Here's a little gem tucked away in the NYT this morning on that grand, red state values laden, sport of cockfighting. Cockfighting is where they put razor blades on the birds, place bets as to the likely winner, and let the birds fight to the bloody death. Sound good? Only two states in the union have not banned this "cultural heritage": New Mexico and Louisiana. New Mexico's beautiful. I got my master's degree there. Las Cruces, Albuquerque, and Santa Fe are great. The deserts and mountains are wonderful. The Very Large Array (VLA) from the movie "Contact" is there, too. But if you stray too far from the beaten path you're likely to discover that there are people there that don't know the war's over.
Turns out the subject of a cockfighting ban has come up in the state again, and those pesky outsiders from Hollywood and PETA are stirring up trouble, in the case of the former, reminding the state of its desire for production companies to film there, and well, maybe those companies might not want to continue putting their bucks in the Land of Enchantment if the state doesn't move into the 21st century and ban cockfighting.
This has gotten some of our cockfight-loving, anti-abortion votin', red state friends in a tizzy.
"I oppose abortion, but I'm not going to tell Pamela Anderson or even my daughter not to get one - it's their choice," said Louisa Lopez, who operates one of New Mexico's largest cockfighting pits, the Gentlemen's Arena Game Club, on the outskirts of Socorro, a small town south of Albuquerque. "So who are these outsiders telling me what to do? Who are they to come here with their ideas of what's right and what's wrong?"
OK, so the election was about values and how we need to return to a culture that tells right from wrong, right? Or wrong? Is the "right-wrong" distinction only for certain issues? If so, how do we know which ones? Is abortion a member of the "right-wrong" distinction or not? This New Mexican makes it sound like it isn't. But it seems like we've been hearing over and over about how everything's a matter of "black and white" (though not in the racial sense). What are we blue state heathens to make of this?
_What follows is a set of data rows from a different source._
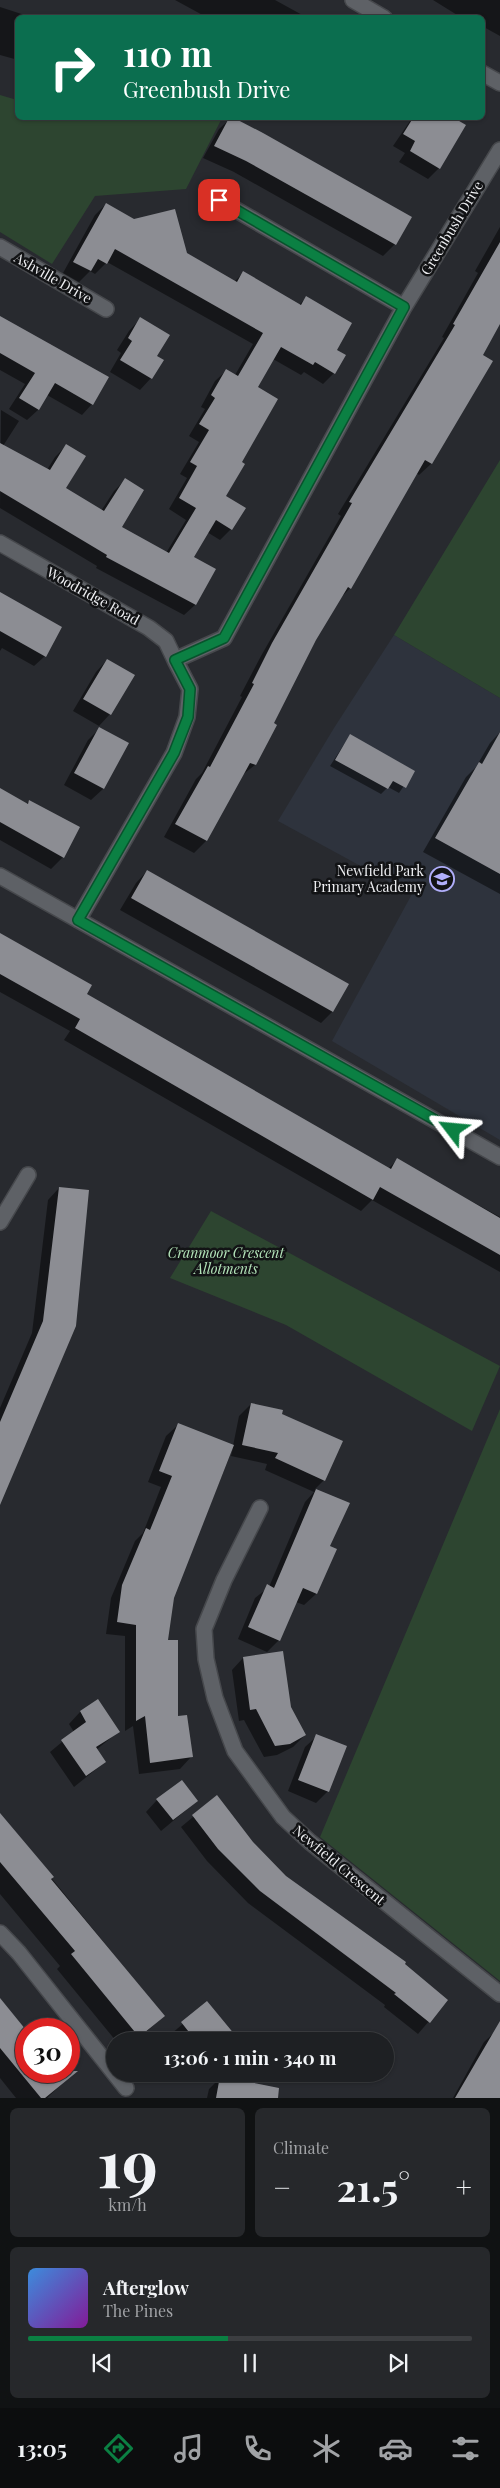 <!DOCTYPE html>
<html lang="en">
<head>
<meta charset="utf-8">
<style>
	:root { --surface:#1e2023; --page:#26282b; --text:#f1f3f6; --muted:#a1a3a6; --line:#3c3e41; --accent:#0b8043 }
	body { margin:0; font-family:"Playfair Display",serif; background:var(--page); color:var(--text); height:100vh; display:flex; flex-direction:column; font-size:19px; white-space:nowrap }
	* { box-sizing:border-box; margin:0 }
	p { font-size:16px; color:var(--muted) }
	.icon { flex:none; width:28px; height:28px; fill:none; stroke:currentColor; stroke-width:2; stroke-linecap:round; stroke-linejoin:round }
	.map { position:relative; height:2098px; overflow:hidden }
	.drawer { display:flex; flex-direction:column; gap:10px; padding:10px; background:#101213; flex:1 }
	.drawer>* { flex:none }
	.guide { position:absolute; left:15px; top:15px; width:470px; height:105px; border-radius:8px; box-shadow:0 1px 4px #0004,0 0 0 1px var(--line); background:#0b6e4f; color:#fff; overflow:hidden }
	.speed { position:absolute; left:15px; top:2018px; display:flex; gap:10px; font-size:25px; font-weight:700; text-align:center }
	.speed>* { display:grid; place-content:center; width:65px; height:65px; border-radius:50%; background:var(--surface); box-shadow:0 1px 4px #0004,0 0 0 1px var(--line); line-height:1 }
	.speed .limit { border:8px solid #d22; background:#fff; color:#111 }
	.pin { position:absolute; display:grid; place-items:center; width:42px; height:42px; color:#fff; margin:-21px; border-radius:10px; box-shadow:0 2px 8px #0006 }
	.me { position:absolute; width:55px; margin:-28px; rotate:299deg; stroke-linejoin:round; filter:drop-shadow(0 0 4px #0008) }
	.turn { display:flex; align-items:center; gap:18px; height:105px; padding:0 25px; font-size:22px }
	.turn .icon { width:65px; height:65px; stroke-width:2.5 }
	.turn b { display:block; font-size:35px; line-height:42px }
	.big { font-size:38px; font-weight:700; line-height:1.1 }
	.drawer .widget { flex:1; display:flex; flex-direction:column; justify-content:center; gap:8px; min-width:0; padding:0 18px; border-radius:8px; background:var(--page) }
	.drawer .dial { align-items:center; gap:0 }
	.dial b { font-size:65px; line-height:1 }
	.song { display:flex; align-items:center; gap:15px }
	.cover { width:60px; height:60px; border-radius:8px; background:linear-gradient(135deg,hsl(210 70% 55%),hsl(290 70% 35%)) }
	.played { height:5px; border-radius:2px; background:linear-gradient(90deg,var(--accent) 45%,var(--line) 45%) }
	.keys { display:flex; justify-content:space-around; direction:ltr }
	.heat { display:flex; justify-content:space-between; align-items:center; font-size:28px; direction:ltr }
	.drawer .tiles { flex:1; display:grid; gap:10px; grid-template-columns:1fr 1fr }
	.widget:last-child { grid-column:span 2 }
	.trip { position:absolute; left:106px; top:2032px; width:288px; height:50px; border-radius:25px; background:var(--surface); box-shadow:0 1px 4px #0004,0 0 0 1px var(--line); font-weight:700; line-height:50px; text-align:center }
	.tabs { display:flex; height:80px; justify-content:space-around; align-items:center; background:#0c0d0e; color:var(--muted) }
	.tabs .icon { width:35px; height:35px }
	.tabs .on { color:var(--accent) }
	.tabs b { font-size:22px; color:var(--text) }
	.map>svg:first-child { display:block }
	.built { fill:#2e333d }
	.green { fill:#2d4530 }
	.shadow { fill:#0007 }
	.building { fill:#8c8d93 }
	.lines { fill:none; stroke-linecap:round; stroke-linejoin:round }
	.street-casing { stroke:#46484c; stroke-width:18 }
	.street { stroke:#5e6166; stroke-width:15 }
	.route-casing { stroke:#07532c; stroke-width:12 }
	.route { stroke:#0b8043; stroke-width:9 }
	.labels { text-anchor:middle; stroke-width:5; stroke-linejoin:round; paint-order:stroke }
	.street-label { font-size:14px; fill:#eeeff2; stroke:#121315 }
	.poi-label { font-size:14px; fill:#eeeff2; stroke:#121315; text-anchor:end }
	.park-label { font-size:14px; font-style:italic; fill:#b3e4b9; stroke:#121315 }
</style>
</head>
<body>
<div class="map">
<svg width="500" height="2098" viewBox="0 0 500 2098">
	<rect width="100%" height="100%" fill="#282a2f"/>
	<path class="built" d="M394,635L500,698V1140L332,1041L412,894L278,821L334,728Z"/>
	<path class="green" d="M0,95L17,100L18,118H222L186,189L95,196L52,264L0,232Z
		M500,460V698L394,635Z
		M211,1211L500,1366L472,1431L286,1325L170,1278Z
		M500,1409V1981L320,1837Z"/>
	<path class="shadow" d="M175,0H275L306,17L208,18Z
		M433,0H500V36L482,26V18H462Z
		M0,7L34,18H18V60L0,55Z
		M231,118L410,217L395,244L383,256L234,172L203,158L219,129Z
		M412,118H451L465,126L439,168L428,179L399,162L405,153L393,146Z
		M106,204L234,282L243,273L299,305L306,298L335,350L334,373L323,384L304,372L301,375L273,359L256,388L240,462L224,496L231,529L220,540L207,532L193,557L214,569L195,605L184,615L96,568L97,566L0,508L1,410L19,421L3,446L47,470L55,457L66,446L64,488L101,511L114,491L125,480L120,527L166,553L186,520L169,509L187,478L180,474L199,442L189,436L205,409L201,407L215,381L226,371L235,375L253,344L107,262L95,274L90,271L79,282L63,273L95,215Z
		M500,227V322L481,355L432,463L419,475L416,473L350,588L339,600L315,639L272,723L276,725L255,765L241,776L206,841L194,853L164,837L196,779L202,773L242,697L240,696L261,656L341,516L338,514L444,338L442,337L478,273L475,271Z
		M0,317L92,404L82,415L47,395L38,410L27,420L9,409L25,384L0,370Z
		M140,319L156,356L151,378L140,390L110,372L121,353L117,350L129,331Z
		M0,594L45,656L34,666L2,648L0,651Z
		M107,660L110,714L99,726L73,711L96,672Z
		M99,729L127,744L103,789L91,800L64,785L88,740Z
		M500,732V894L423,852L466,777L476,767L490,743Z
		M350,735L414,771L399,793L388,787L381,794L330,766Z
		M0,789L26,804L30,801L63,857L51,869L0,840Z
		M147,871L347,984L332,1012L321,1023L120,910L136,883Z
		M0,935L85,995L388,1169L397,1160L500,1217V1272L372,1200L361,1211L64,1040L70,1031L0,992Z
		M59,1188L88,1191L0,1493V1408L32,1333L48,1200Z
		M251,1404L281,1414L324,1480L315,1489L348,1504L329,1547L335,1550L316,1594L304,1605L296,1602L279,1640L267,1652L238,1639L255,1598L269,1587L305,1502L314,1492L265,1470L267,1464L231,1456L233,1448L173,1598L167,1642L177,1718L191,1757L180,1769L139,1774L133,1726L125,1731V1636L106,1634L111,1598L135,1541L143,1533L161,1487L148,1482L166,1436L178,1425L233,1446L239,1416Z
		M243,1658L290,1707L305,1735L293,1747L277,1755L264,1757L244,1720L239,1721L232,1670Z
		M98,1701L118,1732L96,1750L105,1762L74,1787L50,1752L74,1732L69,1724L80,1712Z
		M317,1736L328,1791L316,1803L288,1791L305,1747Z
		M217,1797L252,1843L285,1877L403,1964L447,2000L418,2034L384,2007L385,2005L248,1903L207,1861L181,1827Z
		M157,1800L197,1801L161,1831L146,1812Z
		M0,1815L164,2016L136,2041H116L57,1969L60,1966L0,1894Z
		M0,2000L26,2032V2071L66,2080L47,2098H16L0,2078Z
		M207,2003L239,2041H176L170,2035Z
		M496,2031L500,2033V2098H453L484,2042Z
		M220,2078L256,2098H207L209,2089Z"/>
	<path class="building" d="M229,118H234L263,133L412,217L396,245L246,161L214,146Z
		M413,118H454L466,125L440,169L410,151L415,141L403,134Z
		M106,203L134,219L175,209L187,253L237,282L243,271L301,305L306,296L352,323L337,350L346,355L335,374L315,362L313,365L281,347L258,387L278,399L242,462L245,464L226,496L246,508L232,530L216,520L194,557L216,569L196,605L106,557L107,555L0,491V443L50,470L66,444L86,456L66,488L104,511L125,478L144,490L122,527L169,553L196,508L179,498L197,466L190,462L209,430L199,424L215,398L211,395L226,369L238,376L263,333L115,249L107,264L98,259L91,271L73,262Z
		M500,242V324L483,355L493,361L432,464L425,460L351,589L348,587L316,640L274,723L277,725L256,765L250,763L207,841L175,824L208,766L210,767L254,684L252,683L272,643L352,503L349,502L455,325L453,324Z
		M0,316L109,377L93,405L55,383L39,410L19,398L35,373L0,353Z
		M140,317L170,335L157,356L164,360L152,379L120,360L132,341L128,338Z
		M0,592L62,627L46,657L0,631Z
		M107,659L135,675L111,715L83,699Z
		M99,727L129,743L104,789L74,773Z
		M500,732V874L435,838L479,762L482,764Z
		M350,734L415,771L406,788L393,781L388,789L335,760Z
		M0,788L28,804L29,800L80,827L64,858L0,822Z
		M147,870L349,984L333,1012L131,898Z
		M0,933L92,985L87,994L391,1169L397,1158L500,1218V1255L380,1187L373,1200L75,1028L80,1019L0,974Z
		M59,1187L89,1190L76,1326L0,1505V1422L43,1321Z
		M251,1403L283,1410L282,1414L343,1441L325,1481L275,1458L278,1453L242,1445Z
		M178,1423L234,1445L174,1598L168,1640H178V1716L187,1715L193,1757L150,1763L145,1716L136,1721V1625L117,1622L122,1585L146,1528L150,1530L172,1476L159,1471Z
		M316,1489L350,1503L330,1546L337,1549L317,1594L303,1588L280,1641L248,1627L267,1584L274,1588Z
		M283,1651L291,1707L306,1735L290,1744L275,1746L256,1709L250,1710L243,1657Z
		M98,1699L120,1732L96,1747L106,1762L86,1776L61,1740L86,1722L80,1711Z
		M316,1734L347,1746L329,1792L298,1780Z
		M182,1780L198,1801L173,1820L156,1799Z
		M217,1795L253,1842L286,1876L406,1962L405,1964L448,2000L430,2023L394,1994L396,1993L260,1891L218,1849L192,1815Z
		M0,1813L54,1877L51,1879L165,2016L139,2037L71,1954L75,1951L0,1862Z
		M0,1998L26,2030V2071H78L45,2098H41L0,2048Z
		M207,2001L240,2041H196L181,2022Z
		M500,2021V2098H455L476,2062Z
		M220,2076L279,2088L278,2098H216Z"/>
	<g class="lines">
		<defs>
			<path id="street" d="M353,0L384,18
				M482,73L500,83
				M219,200L404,307
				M0,247L106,309
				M0,543L149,628L166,641L175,660
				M0,876L500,1157
				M78,920L174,753L187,717L190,689L175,660L224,638L404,307L500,150
				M0,1222L28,1175
				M260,1508L224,1580L204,1629L206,1659L215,1698L235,1751L283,1817L310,1842L500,1994
				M0,1933L19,1953L126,2088"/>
		</defs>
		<use href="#street" class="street-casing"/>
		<use href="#street" class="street"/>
	</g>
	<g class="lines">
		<defs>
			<path id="route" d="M219,200L404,307L224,638L175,660L190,689L188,717L174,753L78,920L453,1130"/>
		</defs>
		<use href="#route" class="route-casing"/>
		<use href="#route" class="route"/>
	</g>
	<defs>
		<symbol id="school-ring" viewBox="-11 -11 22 22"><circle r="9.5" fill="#121315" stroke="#b0aefa" stroke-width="1.5"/><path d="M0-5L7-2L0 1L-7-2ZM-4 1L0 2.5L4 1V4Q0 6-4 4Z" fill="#b0aefa"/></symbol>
	</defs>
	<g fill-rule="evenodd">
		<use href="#school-ring" x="428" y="865" width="28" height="28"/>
	</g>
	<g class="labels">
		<g class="street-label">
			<text transform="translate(452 228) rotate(-59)" y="5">Greenbush Drive</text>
			<text transform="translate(53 278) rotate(30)" y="5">Ashville Drive</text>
			<text transform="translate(93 596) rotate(29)" y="5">Woodridge Road</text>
			<text transform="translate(339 1865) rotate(40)" y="5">Newfield Crescent</text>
		</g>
		<g class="poi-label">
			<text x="424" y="876">Newfield Park<tspan x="424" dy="16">Primary Academy</tspan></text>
		</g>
		<g class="park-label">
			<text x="226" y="1258">Cranmoor Crescent<tspan x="226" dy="16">Allotments</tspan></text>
		</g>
	</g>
</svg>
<div class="speed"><div class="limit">30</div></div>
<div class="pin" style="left:219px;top:200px;background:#d93025"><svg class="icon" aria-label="arrive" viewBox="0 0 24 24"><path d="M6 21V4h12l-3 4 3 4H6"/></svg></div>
<svg class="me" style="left:453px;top:1130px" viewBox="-20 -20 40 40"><path d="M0-17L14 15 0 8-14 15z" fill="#0b8043" stroke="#fff" stroke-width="4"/></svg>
<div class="trip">13:06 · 1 min · 340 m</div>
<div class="guide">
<div class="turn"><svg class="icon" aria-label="right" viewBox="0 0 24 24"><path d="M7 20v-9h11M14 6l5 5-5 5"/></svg><div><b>110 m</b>Greenbush Drive</div></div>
</div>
</div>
<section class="drawer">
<div class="tiles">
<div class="widget dial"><b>19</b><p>km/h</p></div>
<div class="widget"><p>Climate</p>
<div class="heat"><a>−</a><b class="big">21.5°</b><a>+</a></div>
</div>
<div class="widget">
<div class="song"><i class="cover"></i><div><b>Afterglow</b><p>The Pines</p></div></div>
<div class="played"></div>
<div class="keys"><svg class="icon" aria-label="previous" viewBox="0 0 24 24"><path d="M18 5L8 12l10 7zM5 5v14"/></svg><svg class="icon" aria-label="pause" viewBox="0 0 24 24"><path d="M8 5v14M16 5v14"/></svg><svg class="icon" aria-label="next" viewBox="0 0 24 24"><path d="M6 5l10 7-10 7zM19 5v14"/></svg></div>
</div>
</div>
</section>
<nav class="tabs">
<b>13:05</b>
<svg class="icon on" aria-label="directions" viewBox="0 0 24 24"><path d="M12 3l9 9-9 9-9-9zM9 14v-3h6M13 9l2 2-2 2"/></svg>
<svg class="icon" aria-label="music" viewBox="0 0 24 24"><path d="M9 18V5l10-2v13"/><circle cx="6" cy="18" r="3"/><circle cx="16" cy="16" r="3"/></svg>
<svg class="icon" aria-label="phone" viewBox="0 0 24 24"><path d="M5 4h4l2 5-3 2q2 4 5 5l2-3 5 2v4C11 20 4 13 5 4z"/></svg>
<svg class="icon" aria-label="climate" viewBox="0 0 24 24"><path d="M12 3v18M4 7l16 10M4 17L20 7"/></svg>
<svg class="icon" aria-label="car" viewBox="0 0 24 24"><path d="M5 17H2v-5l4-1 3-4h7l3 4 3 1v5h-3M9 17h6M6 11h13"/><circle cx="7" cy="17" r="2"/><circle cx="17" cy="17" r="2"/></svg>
<svg class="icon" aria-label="filters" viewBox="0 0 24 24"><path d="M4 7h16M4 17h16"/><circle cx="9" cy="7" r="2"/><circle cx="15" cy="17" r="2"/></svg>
</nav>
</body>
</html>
It certainly isn't hypocrisy, now, is it? You know, defining issues as right or wrong in an abstract sense to gain political points or to outlaw something that offends you, but then claiming that the right-wrong concept doesn't apply to your pet vice or to your "cultural heritage"?
Paging Cal Thomas, The Corner, Townhall, John Leo, William Bennett, anyone, anyone?
Maybe gay rights activists and other "moral relativists" should consider this "cultural heritage" argument in support of their respective cause. This may be the crucial "out" that is needed in the culture wars. If your issue is a "cultural heritage" than it doesn't fall into the right or wrong, "there is an absolute truth" value continuum.